Incident on 2020-08-14 - Ingress-controllers crashlooping
Key events
- First detected 2020-08-14 10:43
- Incident declared 2020-08-14 11:01
- Resolved 2020-08-14 11:38
Time to repair: 0h 37m
Time to resolve: 0h 55m
Identified: There are 6 replicas of the ingress-controller pod and 2 out of the 6 were crashlooping. A restart of the pods did not resolve the issue. As per a normal runbook process, a recycle of all pods was required. However after restarting pods 4 and 5, they also started to crashloop. The risk was when restarting pods 5 and 6 - all 6 pods could be down and all ingresses down for the cluster.
Impact:
- Increased risk for all ingresses failing in the cluster if all 6 ingress-controller pods are in a crashloop state.
Context:
- 2 of the 6 ingress-controller pods crashlooping, after restart of 4 pods, 4 out of 6 pods crashlooping.
- Issue was with the leader ingress-controller pod (which was not identified or restarted yet) and exhausting the shared memory.
- After a restart of the leader ingress-controller pod, all other pods reverted back to a ready/running state.

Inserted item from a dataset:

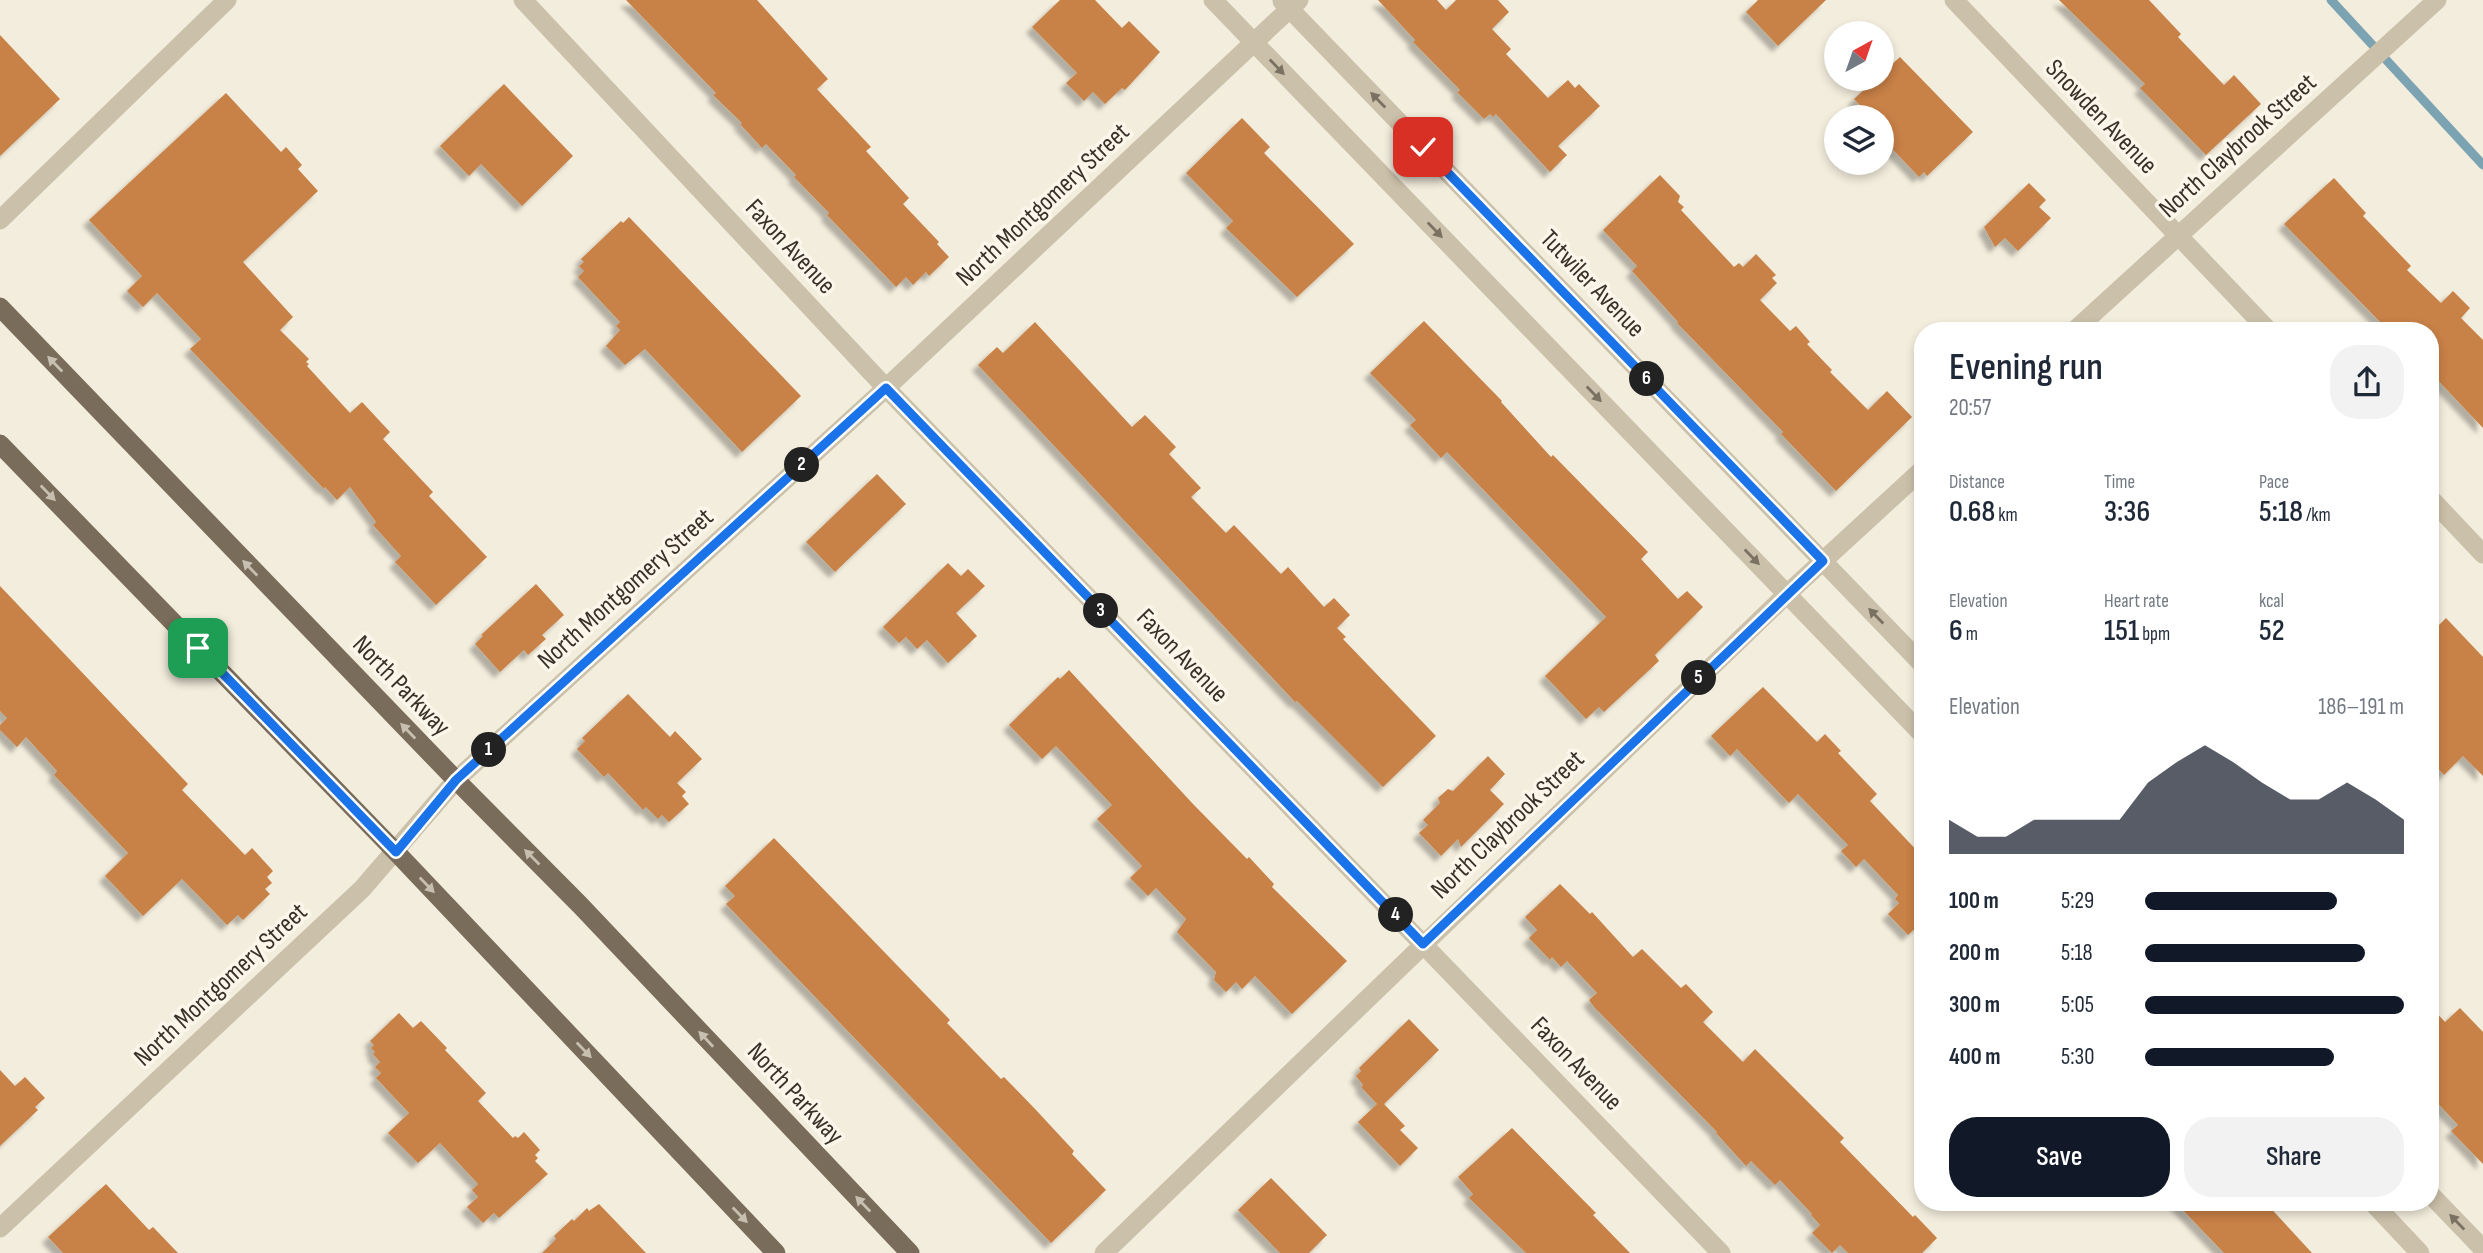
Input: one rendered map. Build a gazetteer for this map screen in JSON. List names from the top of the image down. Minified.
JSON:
{"streets":{"main road":["North Parkway"],"street":["Snowden Avenue","North Claybrook Street","North Montgomery Street","Faxon Avenue","Tutwiler Avenue"]},"crossings":[["Snowden Avenue","North Claybrook Street"],["North Claybrook Street","Faxon Avenue"],["North Claybrook Street","Tutwiler Avenue"],["North Montgomery Street","Faxon Avenue"],["North Montgomery Street","Tutwiler Avenue"],["North Montgomery Street","North Parkway"]],"north":"top right","page":{"heading":["Evening run","20:57"],"pins":["6","2","3","5","1","4"],"stats":[["Distance","0.68 km"],["Time","3:36"],["Pace","5:18 /km"],["Elevation","6 m"],["Heart rate","151 bpm"],["kcal","52"]],"chart":["Elevation","186–191 m"],"list":[{"name":"100 m","note":"5:29"},{"name":"200 m","note":"5:18"},{"name":"300 m","note":"5:05"},{"name":"400 m","note":"5:30"}],"buttons":["Save","Share"]}}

- Timeline : https://docs.google.com/document/d/1kxKwC1B_pnlPbysS0zotbXMKyZcUDmDtnGbEyIHGvgQ/edit#heading=h.z3py6eydx4qu
- Slack thread: https://mojdt.slack.com/archives/C514ETYJX/p1597399295031000,
Resolution: A restart of the leader ingress-controller pod was required so the other pods in the replica-set could connect and get the latest nginx.config file.